Il parlait d’une voix tendue et malgré ses efforts pour rester impassible, un tic nerveux tirait sur ses lèvres et ses paupières. Eileen ne tarda pas à partager son anxiété. Un pressentiment l’assaillait. Elle força un sourire pour dissimuler son inquiétude.
- Les Irnaths sont revenus ?
- Non, c’est une simple vérification des lieux.

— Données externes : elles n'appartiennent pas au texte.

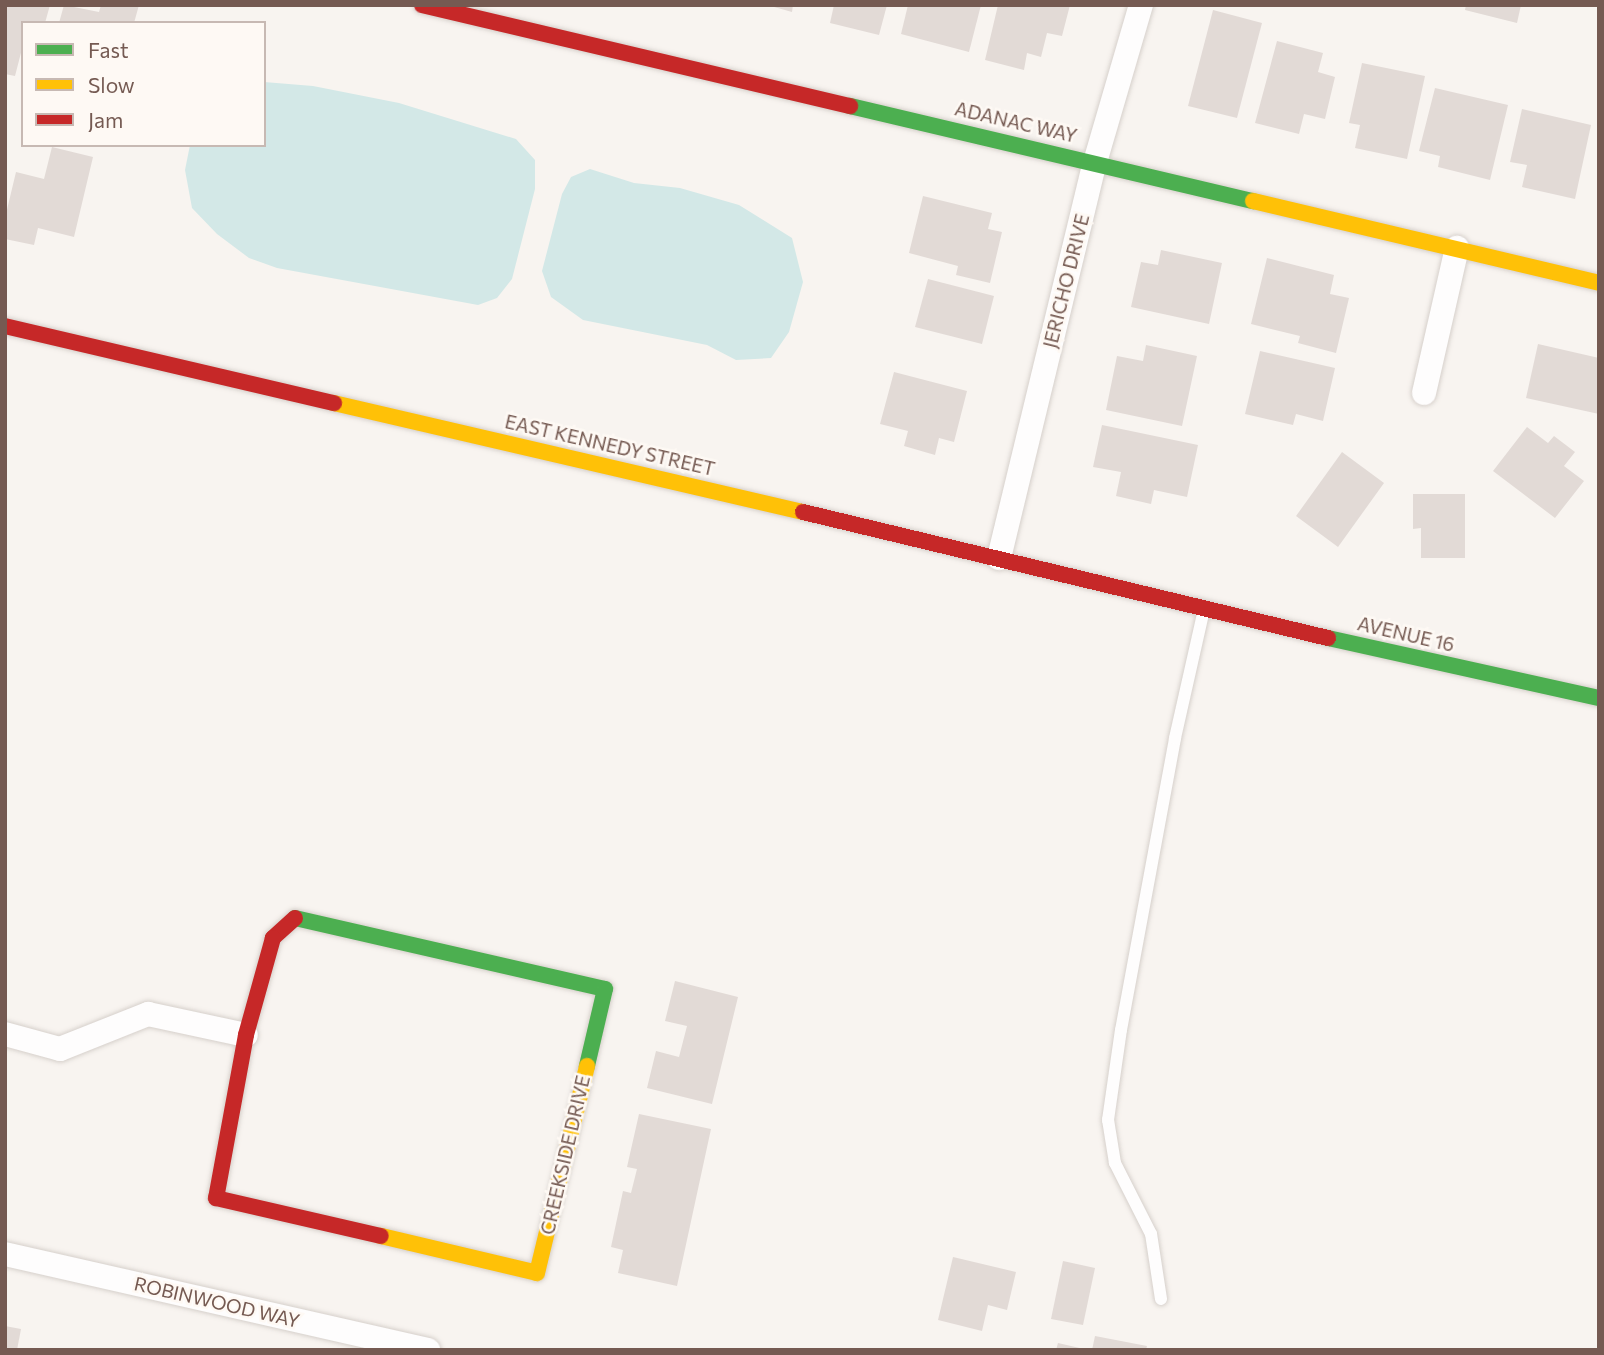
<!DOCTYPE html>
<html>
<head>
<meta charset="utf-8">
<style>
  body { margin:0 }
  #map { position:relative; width:1604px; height:1355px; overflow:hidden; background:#f8f4f0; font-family:Commissioner,sans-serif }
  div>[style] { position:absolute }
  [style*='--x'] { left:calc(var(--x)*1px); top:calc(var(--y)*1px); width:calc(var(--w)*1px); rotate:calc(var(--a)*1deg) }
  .water>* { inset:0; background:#d3e8e7 }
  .building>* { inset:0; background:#e2dad6 }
  .roads { filter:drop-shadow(0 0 2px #d6d0cb) drop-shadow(0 0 2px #d6d0cb) }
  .lane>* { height:12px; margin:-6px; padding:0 6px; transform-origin:6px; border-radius:6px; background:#fefdfd }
  .street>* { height:24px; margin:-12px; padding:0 12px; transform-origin:12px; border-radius:12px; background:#fefdfd }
  .fast>* { height:16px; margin:-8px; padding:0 8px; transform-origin:8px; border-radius:8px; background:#4caf50 }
  .slow>* { height:16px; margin:-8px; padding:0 8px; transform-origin:8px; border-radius:8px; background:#ffc107 }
  .jam>* { height:16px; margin:-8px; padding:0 8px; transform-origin:8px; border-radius:8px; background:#c62828 }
  span { translate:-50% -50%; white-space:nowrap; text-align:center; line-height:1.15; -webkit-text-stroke:5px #fef9f4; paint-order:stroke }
  .street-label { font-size:19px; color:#755a52 }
  .frame { position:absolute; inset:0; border:7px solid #755a52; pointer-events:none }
  .legend { position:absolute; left:21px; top:21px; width:245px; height:126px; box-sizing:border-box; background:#fef9f4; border:2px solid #c7b9b3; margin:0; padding:9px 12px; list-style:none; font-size:21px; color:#755a52 }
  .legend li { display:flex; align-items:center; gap:14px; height:35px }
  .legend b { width:35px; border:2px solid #c7b9b3 }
</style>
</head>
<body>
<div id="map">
  <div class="water">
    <div style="clip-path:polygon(264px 82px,313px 86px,399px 103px,516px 139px,535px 160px,535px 189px,512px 279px,497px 298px,478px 305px,277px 268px,249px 258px,217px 234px,192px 208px,185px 170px,190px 145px,264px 145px)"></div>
    <div style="clip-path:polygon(590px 169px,634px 183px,680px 188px,739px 205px,792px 238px,803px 282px,789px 332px,771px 358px,736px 360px,707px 345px,583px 320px,551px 297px,542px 271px,562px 194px,571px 177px)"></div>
  </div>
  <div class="building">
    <div style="clip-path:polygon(5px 5px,50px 5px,45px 23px,23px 23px,23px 45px,15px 76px,5px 74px)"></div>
    <div style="clip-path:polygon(64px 5px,99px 12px,101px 5px,139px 5px,134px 23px,59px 23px)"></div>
    <div style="clip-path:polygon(767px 5px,793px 5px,792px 12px)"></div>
    <div style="clip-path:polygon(834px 5px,887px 5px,879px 35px,830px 23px)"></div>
    <div style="clip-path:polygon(908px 5px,981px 5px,969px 52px,901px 34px)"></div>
    <div style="clip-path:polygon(998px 5px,1070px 5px,1062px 36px,1047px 33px,1041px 57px,1027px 53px,1024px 70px,985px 60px)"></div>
    <div style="clip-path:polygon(1466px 5px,1521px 5px,1517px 23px,1465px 10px)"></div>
    <div style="clip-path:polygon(1213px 10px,1262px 23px,1237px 118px,1188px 106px)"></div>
    <div style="clip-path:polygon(1277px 41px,1323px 53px,1318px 72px,1335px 77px,1325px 119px,1304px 114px,1299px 134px,1255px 123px)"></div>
    <div style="clip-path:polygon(1362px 63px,1425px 76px,1407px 159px,1355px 148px,1360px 125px,1349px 123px)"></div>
    <div style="clip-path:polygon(1435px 88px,1508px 105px,1490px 180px,1438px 167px,1440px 156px,1419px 151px)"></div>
    <div style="clip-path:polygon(1522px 109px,1591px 125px,1575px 199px,1522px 187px,1527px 165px,1510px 162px)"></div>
    <div style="clip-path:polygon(52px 147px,93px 157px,74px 237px,38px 228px,34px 245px,5px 239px,5px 218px,16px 172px,44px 179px)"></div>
    <div style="clip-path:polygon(923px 196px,992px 213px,988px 229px,1002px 232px,990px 283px,956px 275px,958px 266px,909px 253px)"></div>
    <div style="clip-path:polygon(1161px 250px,1222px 263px,1209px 324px,1131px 307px,1141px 262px,1158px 265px)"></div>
    <div style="clip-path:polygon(1267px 258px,1334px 275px,1330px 294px,1349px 298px,1336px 353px,1298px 343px,1300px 336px,1251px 324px)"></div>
    <div style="clip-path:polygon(928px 279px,994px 296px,982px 344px,915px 327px)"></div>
    <div style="clip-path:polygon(1538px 344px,1599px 358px,1599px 414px,1526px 398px)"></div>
    <div style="clip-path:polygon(1146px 345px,1197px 356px,1182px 426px,1106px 410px,1117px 356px,1143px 361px)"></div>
    <div style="clip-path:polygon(1260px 351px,1335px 368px,1323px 421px,1296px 414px,1293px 425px,1245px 414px)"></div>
    <div style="clip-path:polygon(894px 372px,967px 391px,954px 442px,939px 438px,935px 455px,904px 446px,908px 431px,880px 424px)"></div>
    <div style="clip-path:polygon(1102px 425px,1198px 445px,1187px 497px,1154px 490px,1151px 504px,1116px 496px,1121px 472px,1093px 467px)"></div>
    <div style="clip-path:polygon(1527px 427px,1548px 443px,1554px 436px,1575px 452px,1564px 466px,1584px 481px,1555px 518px,1493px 471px)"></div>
    <div style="clip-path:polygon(1342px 452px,1384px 483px,1338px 547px,1296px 516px)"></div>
    <div style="clip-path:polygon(1413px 494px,1465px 494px,1465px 558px,1421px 558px,1421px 528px,1413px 529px)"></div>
    <div style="clip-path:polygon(675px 981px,738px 997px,712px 1104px,647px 1088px,656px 1051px,679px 1057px,687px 1026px,665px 1021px)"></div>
    <div style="clip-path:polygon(639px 1114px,711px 1129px,677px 1286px,618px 1273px,623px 1250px,611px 1247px,623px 1191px,631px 1193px,637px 1169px,627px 1167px)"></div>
    <div style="clip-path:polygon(953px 1257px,1016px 1272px,1007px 1310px,988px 1305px,982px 1331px,938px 1320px)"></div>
    <div style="clip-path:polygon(1063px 1261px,1095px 1268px,1083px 1325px,1051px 1319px)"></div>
    <div style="clip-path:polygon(5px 1326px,21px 1329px,17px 1350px,5px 1350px)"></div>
    <div style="clip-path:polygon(1095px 1336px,1147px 1346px,1146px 1350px,1092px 1350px)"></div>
    <div style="clip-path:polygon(1058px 1343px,1084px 1349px,1084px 1350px,1056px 1350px)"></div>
  </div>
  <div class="roads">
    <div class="lane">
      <div style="--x:1161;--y:1299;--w:66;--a:-98.7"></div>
      <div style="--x:1151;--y:1234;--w:80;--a:-116.9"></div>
      <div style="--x:1115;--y:1163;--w:44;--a:-99.2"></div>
      <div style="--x:1108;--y:1120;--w:91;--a:-81.8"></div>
      <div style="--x:1121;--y:1030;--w:297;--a:-79.5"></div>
      <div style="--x:1175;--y:738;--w:127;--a:-77.3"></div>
    </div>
    <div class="street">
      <div style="--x:1424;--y:393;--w:149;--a:-77.2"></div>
      <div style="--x:999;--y:558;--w:407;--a:-76.4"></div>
      <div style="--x:1095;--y:162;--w:164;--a:-73.7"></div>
      <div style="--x:5;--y:1034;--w:57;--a:15.3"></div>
      <div style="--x:60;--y:1049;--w:95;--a:-21.7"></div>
      <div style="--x:148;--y:1014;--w:100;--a:12.1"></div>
      <div style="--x:5;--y:1254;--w:434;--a:12.8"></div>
    </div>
    <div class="fast">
      <div style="--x:850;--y:106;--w:414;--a:13.3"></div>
      <div style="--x:1328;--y:638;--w:278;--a:12.5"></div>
      <div style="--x:295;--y:918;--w:318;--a:12.9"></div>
      <div style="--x:605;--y:989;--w:79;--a:103.2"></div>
    </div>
    <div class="slow">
      <div style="--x:1253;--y:201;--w:356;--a:13.3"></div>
      <div style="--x:334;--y:403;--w:481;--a:13.1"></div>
      <div style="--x:381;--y:1236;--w:160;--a:13.3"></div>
      <div style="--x:537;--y:1273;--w:213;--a:-76.4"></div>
    </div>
    <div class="jam">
      <div style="--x:422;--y:5;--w:440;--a:13.3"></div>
      <div style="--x:5;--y:326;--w:338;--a:13.2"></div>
      <div style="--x:803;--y:512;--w:540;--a:13.5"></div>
      <div style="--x:295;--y:918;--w:30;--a:138"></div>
      <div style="--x:273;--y:938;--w:101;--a:105.6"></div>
      <div style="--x:246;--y:1035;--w:166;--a:100.4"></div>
      <div style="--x:216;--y:1198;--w:169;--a:13"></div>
    </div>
  </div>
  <div class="street-label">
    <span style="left:1016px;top:122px;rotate:13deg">ADANAC WAY</span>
    <span style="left:1066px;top:281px;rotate:-76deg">JERICHO DRIVE</span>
    <span style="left:610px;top:445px;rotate:13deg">EAST KENNEDY STREET</span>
    <span style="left:1406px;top:634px;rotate:13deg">AVENUE 16</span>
    <span style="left:565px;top:1155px;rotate:-77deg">CREEKSIDE DRIVE</span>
    <span style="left:217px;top:1302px;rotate:13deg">ROBINWOOD WAY</span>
  </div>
  <div class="frame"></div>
  <ul class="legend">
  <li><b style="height:9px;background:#4caf50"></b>Fast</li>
  <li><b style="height:9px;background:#ffc107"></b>Slow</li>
  <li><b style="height:9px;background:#c62828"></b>Jam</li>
  </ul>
</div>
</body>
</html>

- Deux semaines… juste pour vérifier des lieux ? marmonna-t-elle pour elle-même, toutefois assez fort pour qu’il l’entendît.
- C’est… compliqué.
Sa voix se fit soudain plus hésitante, tandis que ses bras s’agitèrent nerveusement.
- Ecoute, je n’oublie pas ce que j’ai dit. À mon retour je me dégagerai du temps pour toi, je te le promets. Je dois partir maintenant.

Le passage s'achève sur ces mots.